**TASK TO CARRY OUT**: Reproduce the records below exactly as shown.

**INFORMATION**:

+--

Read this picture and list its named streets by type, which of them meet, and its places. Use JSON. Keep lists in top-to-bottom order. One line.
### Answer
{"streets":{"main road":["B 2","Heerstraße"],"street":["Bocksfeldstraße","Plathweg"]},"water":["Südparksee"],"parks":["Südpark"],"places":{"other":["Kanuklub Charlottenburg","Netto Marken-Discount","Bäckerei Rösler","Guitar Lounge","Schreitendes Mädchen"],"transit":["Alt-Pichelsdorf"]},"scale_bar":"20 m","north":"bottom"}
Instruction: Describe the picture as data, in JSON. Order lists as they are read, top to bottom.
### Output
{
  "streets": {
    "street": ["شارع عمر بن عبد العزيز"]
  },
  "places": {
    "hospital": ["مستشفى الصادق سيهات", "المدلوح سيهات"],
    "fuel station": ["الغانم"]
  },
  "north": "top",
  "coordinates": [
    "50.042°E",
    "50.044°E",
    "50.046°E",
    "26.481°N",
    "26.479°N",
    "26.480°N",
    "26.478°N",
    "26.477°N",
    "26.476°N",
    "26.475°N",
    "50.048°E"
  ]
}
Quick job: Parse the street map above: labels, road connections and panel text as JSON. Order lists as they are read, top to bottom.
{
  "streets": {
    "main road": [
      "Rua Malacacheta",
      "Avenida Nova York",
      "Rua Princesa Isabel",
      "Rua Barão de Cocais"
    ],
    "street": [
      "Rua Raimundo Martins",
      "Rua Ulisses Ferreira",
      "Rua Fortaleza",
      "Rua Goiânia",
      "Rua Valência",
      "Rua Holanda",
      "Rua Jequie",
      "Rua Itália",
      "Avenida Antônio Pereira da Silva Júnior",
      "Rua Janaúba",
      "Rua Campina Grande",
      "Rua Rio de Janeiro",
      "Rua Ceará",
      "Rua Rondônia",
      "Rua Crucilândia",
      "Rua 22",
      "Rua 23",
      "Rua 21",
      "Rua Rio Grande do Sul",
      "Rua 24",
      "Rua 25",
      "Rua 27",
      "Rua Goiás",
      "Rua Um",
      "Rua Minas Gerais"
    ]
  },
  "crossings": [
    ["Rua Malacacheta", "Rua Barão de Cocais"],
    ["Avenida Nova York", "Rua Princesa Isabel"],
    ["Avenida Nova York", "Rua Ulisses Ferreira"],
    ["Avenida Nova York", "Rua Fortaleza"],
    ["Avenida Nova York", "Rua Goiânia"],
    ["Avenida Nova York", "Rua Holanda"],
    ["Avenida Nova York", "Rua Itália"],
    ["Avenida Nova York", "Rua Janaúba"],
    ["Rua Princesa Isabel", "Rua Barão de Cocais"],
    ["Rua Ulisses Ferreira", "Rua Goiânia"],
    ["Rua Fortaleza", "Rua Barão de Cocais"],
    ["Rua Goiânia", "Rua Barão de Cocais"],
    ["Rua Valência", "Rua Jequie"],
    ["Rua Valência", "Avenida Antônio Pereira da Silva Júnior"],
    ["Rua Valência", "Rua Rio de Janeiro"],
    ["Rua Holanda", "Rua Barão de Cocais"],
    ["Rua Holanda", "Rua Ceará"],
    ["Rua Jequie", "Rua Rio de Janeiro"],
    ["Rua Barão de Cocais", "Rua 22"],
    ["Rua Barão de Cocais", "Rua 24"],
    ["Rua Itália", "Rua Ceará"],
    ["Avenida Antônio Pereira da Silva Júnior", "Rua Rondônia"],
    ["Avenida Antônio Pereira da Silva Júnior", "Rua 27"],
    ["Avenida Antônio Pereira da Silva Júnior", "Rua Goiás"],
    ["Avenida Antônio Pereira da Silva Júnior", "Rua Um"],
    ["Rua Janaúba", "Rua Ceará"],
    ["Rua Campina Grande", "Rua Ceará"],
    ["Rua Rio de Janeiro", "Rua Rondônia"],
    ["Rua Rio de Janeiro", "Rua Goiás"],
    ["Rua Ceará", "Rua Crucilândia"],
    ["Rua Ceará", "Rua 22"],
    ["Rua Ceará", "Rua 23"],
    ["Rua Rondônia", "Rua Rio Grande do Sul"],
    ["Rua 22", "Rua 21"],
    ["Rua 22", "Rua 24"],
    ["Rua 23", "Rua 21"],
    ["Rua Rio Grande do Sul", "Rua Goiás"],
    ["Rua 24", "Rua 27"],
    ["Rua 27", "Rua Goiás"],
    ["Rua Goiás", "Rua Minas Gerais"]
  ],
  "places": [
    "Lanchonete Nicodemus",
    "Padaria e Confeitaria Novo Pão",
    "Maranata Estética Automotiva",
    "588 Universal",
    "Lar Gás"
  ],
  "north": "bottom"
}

+--

**ANSWER TO THIS EXERCISE**:
Read this picture and list its named streets by type, which of them meet, and its places. Use JSON. Keep lists in top-to-bottom order. One line.
### Answer
{"streets":{"main road":["B 2","Heerstraße"],"street":["Bocksfeldstraße","Plathweg"]},"water":["Südparksee"],"parks":["Südpark"],"places":{"other":["Kanuklub Charlottenburg","Netto Marken-Discount","Bäckerei Rösler","Guitar Lounge","Schreitendes Mädchen"],"transit":["Alt-Pichelsdorf"]},"scale_bar":"20 m","north":"bottom"}
Instruction: Describe the picture as data, in JSON. Order lists as they are read, top to bottom.
### Output
{
  "streets": {
    "street": ["شارع عمر بن عبد العزيز"]
  },
  "places": {
    "hospital": ["مستشفى الصادق سيهات", "المدلوح سيهات"],
    "fuel station": ["الغانم"]
  },
  "north": "top",
  "coordinates": [
    "50.042°E",
    "50.044°E",
    "50.046°E",
    "26.481°N",
    "26.479°N",
    "26.480°N",
    "26.478°N",
    "26.477°N",
    "26.476°N",
    "26.475°N",
    "50.048°E"
  ]
}
Quick job: Parse the street map above: labels, road connections and panel text as JSON. Order lists as they are read, top to bottom.
{
  "streets": {
    "main road": [
      "Rua Malacacheta",
      "Avenida Nova York",
      "Rua Princesa Isabel",
      "Rua Barão de Cocais"
    ],
    "street": [
      "Rua Raimundo Martins",
      "Rua Ulisses Ferreira",
      "Rua Fortaleza",
      "Rua Goiânia",
      "Rua Valência",
      "Rua Holanda",
      "Rua Jequie",
      "Rua Itália",
      "Avenida Antônio Pereira da Silva Júnior",
      "Rua Janaúba",
      "Rua Campina Grande",
      "Rua Rio de Janeiro",
      "Rua Ceará",
      "Rua Rondônia",
      "Rua Crucilândia",
      "Rua 22",
      "Rua 23",
      "Rua 21",
      "Rua Rio Grande do Sul",
      "Rua 24",
      "Rua 25",
      "Rua 27",
      "Rua Goiás",
      "Rua Um",
      "Rua Minas Gerais"
    ]
  },
  "crossings": [
    ["Rua Malacacheta", "Rua Barão de Cocais"],
    ["Avenida Nova York", "Rua Princesa Isabel"],
    ["Avenida Nova York", "Rua Ulisses Ferreira"],
    ["Avenida Nova York", "Rua Fortaleza"],
    ["Avenida Nova York", "Rua Goiânia"],
    ["Avenida Nova York", "Rua Holanda"],
    ["Avenida Nova York", "Rua Itália"],
    ["Avenida Nova York", "Rua Janaúba"],
    ["Rua Princesa Isabel", "Rua Barão de Cocais"],
    ["Rua Ulisses Ferreira", "Rua Goiânia"],
    ["Rua Fortaleza", "Rua Barão de Cocais"],
    ["Rua Goiânia", "Rua Barão de Cocais"],
    ["Rua Valência", "Rua Jequie"],
    ["Rua Valência", "Avenida Antônio Pereira da Silva Júnior"],
    ["Rua Valência", "Rua Rio de Janeiro"],
    ["Rua Holanda", "Rua Barão de Cocais"],
    ["Rua Holanda", "Rua Ceará"],
    ["Rua Jequie", "Rua Rio de Janeiro"],
    ["Rua Barão de Cocais", "Rua 22"],
    ["Rua Barão de Cocais", "Rua 24"],
    ["Rua Itália", "Rua Ceará"],
    ["Avenida Antônio Pereira da Silva Júnior", "Rua Rondônia"],
    ["Avenida Antônio Pereira da Silva Júnior", "Rua 27"],
    ["Avenida Antônio Pereira da Silva Júnior", "Rua Goiás"],
    ["Avenida Antônio Pereira da Silva Júnior", "Rua Um"],
    ["Rua Janaúba", "Rua Ceará"],
    ["Rua Campina Grande", "Rua Ceará"],
    ["Rua Rio de Janeiro", "Rua Rondônia"],
    ["Rua Rio de Janeiro", "Rua Goiás"],
    ["Rua Ceará", "Rua Crucilândia"],
    ["Rua Ceará", "Rua 22"],
    ["Rua Ceará", "Rua 23"],
    ["Rua Rondônia", "Rua Rio Grande do Sul"],
    ["Rua 22", "Rua 21"],
    ["Rua 22", "Rua 24"],
    ["Rua 23", "Rua 21"],
    ["Rua Rio Grande do Sul", "Rua Goiás"],
    ["Rua 24", "Rua 27"],
    ["Rua 27", "Rua Goiás"],
    ["Rua Goiás", "Rua Minas Gerais"]
  ],
  "places": [
    "Lanchonete Nicodemus",
    "Padaria e Confeitaria Novo Pão",
    "Maranata Estética Automotiva",
    "588 Universal",
    "Lar Gás"
  ],
  "north": "bottom"
}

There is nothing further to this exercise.